New thriller by Maeve Binchy to be published two years after her death
Two years after her death, Ireland's best-loved writer Maeve Binchy will be back next month with a very unexpected new book.
It's a thriller called 'Sister Caravaggio', a breathless crime caper about nuns and a priceless stolen painting.
Those who knew her well were always aware that instead of romantic fiction like her own books, Maeve loved to read a good thriller when she was relaxing. "I love thriller writers. My favourites are Harlan Coban, Lee Child, Ian Rankin, Kathy Reichs and Ed McBain," she said a few years ago.
So Maeve being involved in thriller writing is not such a big leap. But the news that any kind of new Maeve Binchy book is coming out in a few weeks will be a huge surprise to her millions of readers.
When Maeve died in the summer of 2012, she had just finished her last novel, 'A Week in Winter', which was a bestseller that Christmas.
Some time after that her husband, the writer Gordon Snell, discovered a drawer full of forgotten stories which Maeve had written featuring characters who lived on an imaginary road in Dublin called Chestnut Street and the book of that name was a bestseller last Christmas. Maeve's fans were resigned to the fact that it seemed to be the end of her wonderful writing. But it turns out that she had one thrilling surprise left that very few people knew about - her work on the thriller 'Sister Caravaggio'.
That started when her friend, novelist Peter Cunningham, called to her home in Dalkey in early 2010 with an idea for a thriller about nuns which would be co-written by a number of authors.
"As I outlined the story to her, I could see Maeve's interest quickening," he says. When he asked her if she would write a section, there was no hesitation. "I'm in," Maeve said.
Early on it was decided that who wrote each part of the book would be kept secret. With each of the seven sections written by a different author, the reader is left guessing - and there will be a lot of interest in trying to spot which section was written by Maeve.
Over the following two years, the story developed as the different writers in turn added on their sections. Mr Cunningham edited the book but Maeve was heavily involved, often on a weekly basis. "She was intensely involved, supportive, encouraging and helpful. She read the early drafts and made suggestions," he said.
The story which eventually emerged is filled with mystery and murder. The Caravaggio painting which hangs in Doon Abbey in Kildare attracts visitors from afar and is the main source of income for the nuns.
One night, however, the painting disappears. The Sister Superior is unwilling to co-operate with the gardai as this would compromise the abbey's silent-order ethos. But Alice Dunwoody, a novitiate who heard strange sounds on the night of the theft, persuades Sister Superior to allow her to investigate, with the help of the abbey's computer-savvy librarian, Sister Mary Magdalene. As the nuns try to track down the painting, the list of possible suspects - and the body count - multiplies.

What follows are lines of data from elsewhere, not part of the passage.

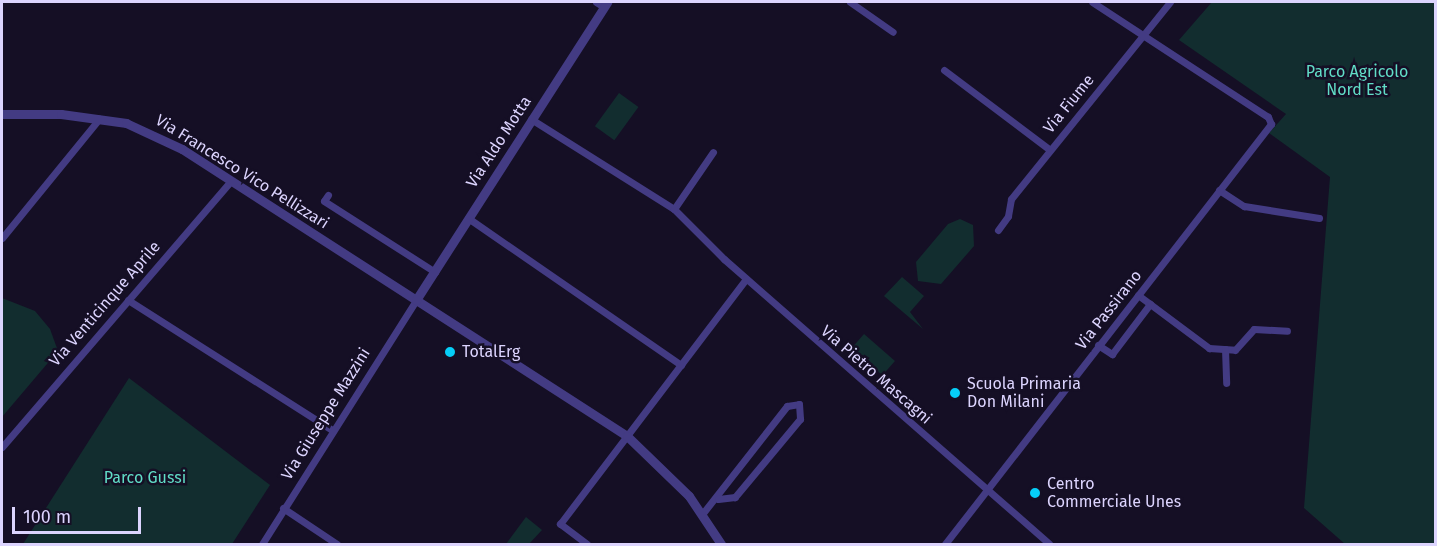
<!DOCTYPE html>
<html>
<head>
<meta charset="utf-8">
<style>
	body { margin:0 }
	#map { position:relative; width:1437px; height:546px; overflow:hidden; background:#150f25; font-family:"Fira Sans",sans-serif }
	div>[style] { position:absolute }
	.green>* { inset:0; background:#122d2f; transform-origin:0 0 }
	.minor>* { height:7px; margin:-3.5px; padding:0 3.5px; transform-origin:3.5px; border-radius:3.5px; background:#433b83 }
	.tertiary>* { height:9px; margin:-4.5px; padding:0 4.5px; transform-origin:4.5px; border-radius:4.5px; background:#433b83 }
	.dots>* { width:16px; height:16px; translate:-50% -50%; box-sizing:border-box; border:3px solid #150f25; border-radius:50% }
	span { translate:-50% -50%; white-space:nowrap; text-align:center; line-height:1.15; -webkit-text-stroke:5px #150f25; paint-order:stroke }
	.park-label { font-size:16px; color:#61ddc7 }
	.street-label { font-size:16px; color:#dcd4fe }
	.poi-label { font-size:16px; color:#dcd4fe }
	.left { translate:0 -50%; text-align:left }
	.frame { position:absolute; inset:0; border:3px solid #dcd4fe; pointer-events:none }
	.scale { position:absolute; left:12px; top:507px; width:129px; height:27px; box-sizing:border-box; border:3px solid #dcd4fe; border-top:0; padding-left:8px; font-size:18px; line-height:21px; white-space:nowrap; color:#dcd4fe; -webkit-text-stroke:4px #150f25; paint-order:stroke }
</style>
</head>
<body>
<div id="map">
	<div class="green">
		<div style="clip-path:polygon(1212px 2px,1435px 2px,1435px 544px,1345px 544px,1304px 508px,1330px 177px,1269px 133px,1286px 114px,1179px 40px)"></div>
		<div style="left:619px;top:93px;width:24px;height:41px;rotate:36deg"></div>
		<div style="clip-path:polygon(960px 219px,973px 225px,974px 246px,941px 284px,918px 281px,916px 262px,948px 224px)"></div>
		<div style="clip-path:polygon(902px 277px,924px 296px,910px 312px,923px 329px,884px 296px)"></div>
		<div style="clip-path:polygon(2px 298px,35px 311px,50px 329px,58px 351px,2px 417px)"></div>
		<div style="left:864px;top:334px;width:41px;height:19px;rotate:41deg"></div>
		<div style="clip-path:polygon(129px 378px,270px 485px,232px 544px,23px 544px)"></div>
		<div style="clip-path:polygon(526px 517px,542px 530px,529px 544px,506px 544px)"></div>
	</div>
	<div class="minor">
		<div style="left:596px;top:2px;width:9px;rotate:32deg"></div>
		<div style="left:850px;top:2px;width:52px;rotate:34.9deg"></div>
		<div style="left:944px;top:70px;width:131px;rotate:37deg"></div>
		<div style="left:531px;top:119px;width:169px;rotate:32.2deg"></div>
		<div style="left:674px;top:209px;width:71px;rotate:45deg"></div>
		<div style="left:724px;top:259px;width:432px;rotate:41.2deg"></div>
		<div style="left:1219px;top:190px;width:30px;rotate:33deg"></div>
		<div style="left:1244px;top:206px;width:76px;rotate:9.1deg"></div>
		<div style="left:328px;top:195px;width:7px;rotate:124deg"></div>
		<div style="left:324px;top:201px;width:132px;rotate:32.6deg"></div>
		<div style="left:674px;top:209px;width:69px;rotate:-55.6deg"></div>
		<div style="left:468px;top:218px;width:259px;rotate:34.6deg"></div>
		<div style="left:998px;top:230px;width:17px;rotate:-54deg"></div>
		<div style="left:1008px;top:216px;width:17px;rotate:-80deg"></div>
		<div style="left:1011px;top:199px;width:253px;rotate:-51.1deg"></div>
		<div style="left:2px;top:238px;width:154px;rotate:-50.8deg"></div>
		<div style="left:1138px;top:295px;width:89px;rotate:36.7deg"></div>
		<div style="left:1209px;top:348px;width:26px;rotate:4deg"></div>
		<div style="left:1235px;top:350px;width:28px;rotate:-48deg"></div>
		<div style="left:1254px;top:329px;width:33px;rotate:3deg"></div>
		<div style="left:128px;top:300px;width:242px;rotate:32.5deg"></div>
		<div style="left:1098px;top:345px;width:17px;rotate:33deg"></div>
		<div style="left:1112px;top:354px;width:63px;rotate:-52.8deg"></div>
		<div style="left:1225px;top:349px;width:34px;rotate:88deg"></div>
		<div style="left:2px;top:447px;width:351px;rotate:-49.3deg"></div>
		<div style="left:283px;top:508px;width:65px;rotate:33.7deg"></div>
		<div style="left:703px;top:513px;width:136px;rotate:-51.9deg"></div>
		<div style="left:787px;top:406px;width:12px;rotate:-9deg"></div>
		<div style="left:799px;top:404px;width:15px;rotate:86deg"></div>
		<div style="left:800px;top:419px;width:102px;rotate:129.8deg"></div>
		<div style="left:735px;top:497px;width:17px;rotate:173deg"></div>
		<div style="left:262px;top:544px;width:289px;rotate:-57.7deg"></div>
		<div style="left:587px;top:544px;width:34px;rotate:-143deg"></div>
		<div style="left:560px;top:524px;width:308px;rotate:-52.8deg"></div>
		<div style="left:945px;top:544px;width:532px;rotate:-52.18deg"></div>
		<div style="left:1271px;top:124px;width:8px;rotate:-113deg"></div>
		<div style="left:1268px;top:117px;width:210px;rotate:-146.8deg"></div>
	</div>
	<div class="tertiary">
		<div style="left:2px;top:114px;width:59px"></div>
		<div style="left:61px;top:114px;width:66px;rotate:7.9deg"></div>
		<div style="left:126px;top:123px;width:62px;rotate:24.9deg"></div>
		<div style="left:182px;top:149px;width:530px;rotate:32.82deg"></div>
		<div style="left:627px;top:436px;width:86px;rotate:44.1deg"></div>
		<div style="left:689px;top:496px;width:58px;rotate:56.3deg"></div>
		<div style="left:416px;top:300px;width:354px;rotate:-57.3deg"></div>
	</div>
	<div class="dots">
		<div style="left:450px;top:352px;background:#06cef8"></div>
		<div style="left:955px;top:393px;background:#06cef8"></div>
		<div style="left:1035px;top:493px;background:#06cef8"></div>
	</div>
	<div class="park-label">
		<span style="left:1357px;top:81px">Parco Agricolo<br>Nord Est</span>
		<span style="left:145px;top:478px">Parco Gussi</span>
	</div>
	<div class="street-label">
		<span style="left:1069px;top:104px;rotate:-51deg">Via Fiume</span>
		<span style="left:499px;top:142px;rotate:-57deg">Via Aldo Motta</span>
		<span style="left:242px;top:172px;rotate:32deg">Via Francesco Vico Pellizzari</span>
		<span style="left:105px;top:304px;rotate:-49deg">Via Venticinque Aprile</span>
		<span style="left:1109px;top:310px;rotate:-52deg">Via Passirano</span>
		<span style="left:876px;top:375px;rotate:41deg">Via Pietro Mascagni</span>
		<span style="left:326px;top:414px;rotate:-58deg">Via Giuseppe Mazzini</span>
	</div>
	<div class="poi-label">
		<span class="left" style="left:462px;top:352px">TotalErg</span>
		<span class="left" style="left:967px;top:393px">Scuola Primaria<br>Don Milani</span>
		<span class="left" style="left:1047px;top:493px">Centro<br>Commerciale Unes</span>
	</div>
	<div class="frame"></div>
	<div class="scale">100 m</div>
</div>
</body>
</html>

The seven writers who authored the book are novelists Maeve, Peter Cunningham, Éilís Ní Dhuibhne, Mary O'Donnell and Peter Sheridan, with playwright Neil Donnelly and crime writer Cormac Millar. "Maeve fully expected to be here for the launch and the publicity, but unfortunately that did not come to pass. She never imagined, I'm sure, that our conversation at lunch that spring day in Dalkey would result in the final novel that she would be involved in," Mr Cunningham said.
The book, which is being published by Liberties Press, will be launched at the Royal Irish Academy on September 3.